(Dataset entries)
╔══
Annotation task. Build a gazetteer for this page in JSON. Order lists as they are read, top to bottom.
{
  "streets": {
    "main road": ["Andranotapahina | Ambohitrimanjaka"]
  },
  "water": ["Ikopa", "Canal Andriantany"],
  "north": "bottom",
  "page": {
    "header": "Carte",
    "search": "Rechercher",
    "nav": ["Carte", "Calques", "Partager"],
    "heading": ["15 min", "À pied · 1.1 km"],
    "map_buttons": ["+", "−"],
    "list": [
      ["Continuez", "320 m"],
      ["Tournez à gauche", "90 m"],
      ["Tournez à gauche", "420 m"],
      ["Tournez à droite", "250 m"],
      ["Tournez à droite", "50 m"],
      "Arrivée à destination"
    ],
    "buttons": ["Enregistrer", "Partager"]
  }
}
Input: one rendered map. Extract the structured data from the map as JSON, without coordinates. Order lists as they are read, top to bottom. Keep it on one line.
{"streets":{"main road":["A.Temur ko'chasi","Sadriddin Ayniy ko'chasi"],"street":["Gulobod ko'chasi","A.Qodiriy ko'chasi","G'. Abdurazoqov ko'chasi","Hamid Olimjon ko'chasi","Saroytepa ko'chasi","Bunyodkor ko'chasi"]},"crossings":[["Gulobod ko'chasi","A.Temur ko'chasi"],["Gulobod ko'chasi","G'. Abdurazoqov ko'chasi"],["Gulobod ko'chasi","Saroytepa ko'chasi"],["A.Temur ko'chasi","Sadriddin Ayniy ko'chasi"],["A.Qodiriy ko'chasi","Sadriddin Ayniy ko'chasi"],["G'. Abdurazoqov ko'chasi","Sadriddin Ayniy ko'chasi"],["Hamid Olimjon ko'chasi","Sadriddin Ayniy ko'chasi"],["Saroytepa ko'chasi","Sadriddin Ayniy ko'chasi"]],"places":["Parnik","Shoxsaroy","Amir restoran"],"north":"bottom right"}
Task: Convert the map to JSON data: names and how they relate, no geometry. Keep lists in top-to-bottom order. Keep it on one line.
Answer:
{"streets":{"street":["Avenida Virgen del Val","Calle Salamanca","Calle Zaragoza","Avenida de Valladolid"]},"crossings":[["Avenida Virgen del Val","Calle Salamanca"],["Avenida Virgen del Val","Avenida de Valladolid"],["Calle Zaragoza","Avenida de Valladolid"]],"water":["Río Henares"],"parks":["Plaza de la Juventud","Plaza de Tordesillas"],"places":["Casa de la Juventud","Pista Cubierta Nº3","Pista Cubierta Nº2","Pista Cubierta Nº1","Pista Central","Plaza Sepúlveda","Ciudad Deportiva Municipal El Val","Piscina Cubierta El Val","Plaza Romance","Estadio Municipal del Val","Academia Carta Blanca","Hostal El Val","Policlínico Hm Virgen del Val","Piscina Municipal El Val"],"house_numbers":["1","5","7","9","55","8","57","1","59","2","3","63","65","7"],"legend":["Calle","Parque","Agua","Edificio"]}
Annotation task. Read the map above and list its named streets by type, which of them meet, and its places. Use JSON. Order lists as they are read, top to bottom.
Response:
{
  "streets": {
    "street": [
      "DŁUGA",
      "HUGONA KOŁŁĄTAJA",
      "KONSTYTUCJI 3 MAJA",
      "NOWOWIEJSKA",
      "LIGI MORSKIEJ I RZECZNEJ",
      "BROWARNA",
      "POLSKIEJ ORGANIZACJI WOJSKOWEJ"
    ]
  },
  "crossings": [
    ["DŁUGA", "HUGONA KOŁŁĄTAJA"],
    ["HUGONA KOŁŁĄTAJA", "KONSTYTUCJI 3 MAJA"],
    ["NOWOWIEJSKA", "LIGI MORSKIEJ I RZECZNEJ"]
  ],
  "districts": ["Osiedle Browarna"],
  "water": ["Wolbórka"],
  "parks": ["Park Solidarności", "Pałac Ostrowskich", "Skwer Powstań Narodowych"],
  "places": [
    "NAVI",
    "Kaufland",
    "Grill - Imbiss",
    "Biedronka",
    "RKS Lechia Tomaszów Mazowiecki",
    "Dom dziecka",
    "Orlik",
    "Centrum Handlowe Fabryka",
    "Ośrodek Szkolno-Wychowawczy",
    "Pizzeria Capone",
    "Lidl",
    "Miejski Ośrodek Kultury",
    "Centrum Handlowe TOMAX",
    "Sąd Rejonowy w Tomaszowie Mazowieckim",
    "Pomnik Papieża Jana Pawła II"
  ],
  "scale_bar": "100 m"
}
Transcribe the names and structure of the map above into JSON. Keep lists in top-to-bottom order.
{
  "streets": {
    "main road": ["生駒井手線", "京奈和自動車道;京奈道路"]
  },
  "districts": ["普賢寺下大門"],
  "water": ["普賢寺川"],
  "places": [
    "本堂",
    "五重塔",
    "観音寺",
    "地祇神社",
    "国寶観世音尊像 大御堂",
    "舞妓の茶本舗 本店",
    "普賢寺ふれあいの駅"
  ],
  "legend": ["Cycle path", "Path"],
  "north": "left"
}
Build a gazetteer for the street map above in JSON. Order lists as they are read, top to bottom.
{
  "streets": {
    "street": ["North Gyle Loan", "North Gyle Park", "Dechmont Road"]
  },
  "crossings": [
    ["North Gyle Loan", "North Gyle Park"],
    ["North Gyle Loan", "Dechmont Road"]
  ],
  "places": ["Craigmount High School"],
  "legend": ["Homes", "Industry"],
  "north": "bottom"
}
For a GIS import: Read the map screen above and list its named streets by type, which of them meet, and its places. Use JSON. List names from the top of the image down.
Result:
╚══
**Required work**
Among the entries, how many lines hold the string "them"? Answer with a bare number.

**Finished exercise**
2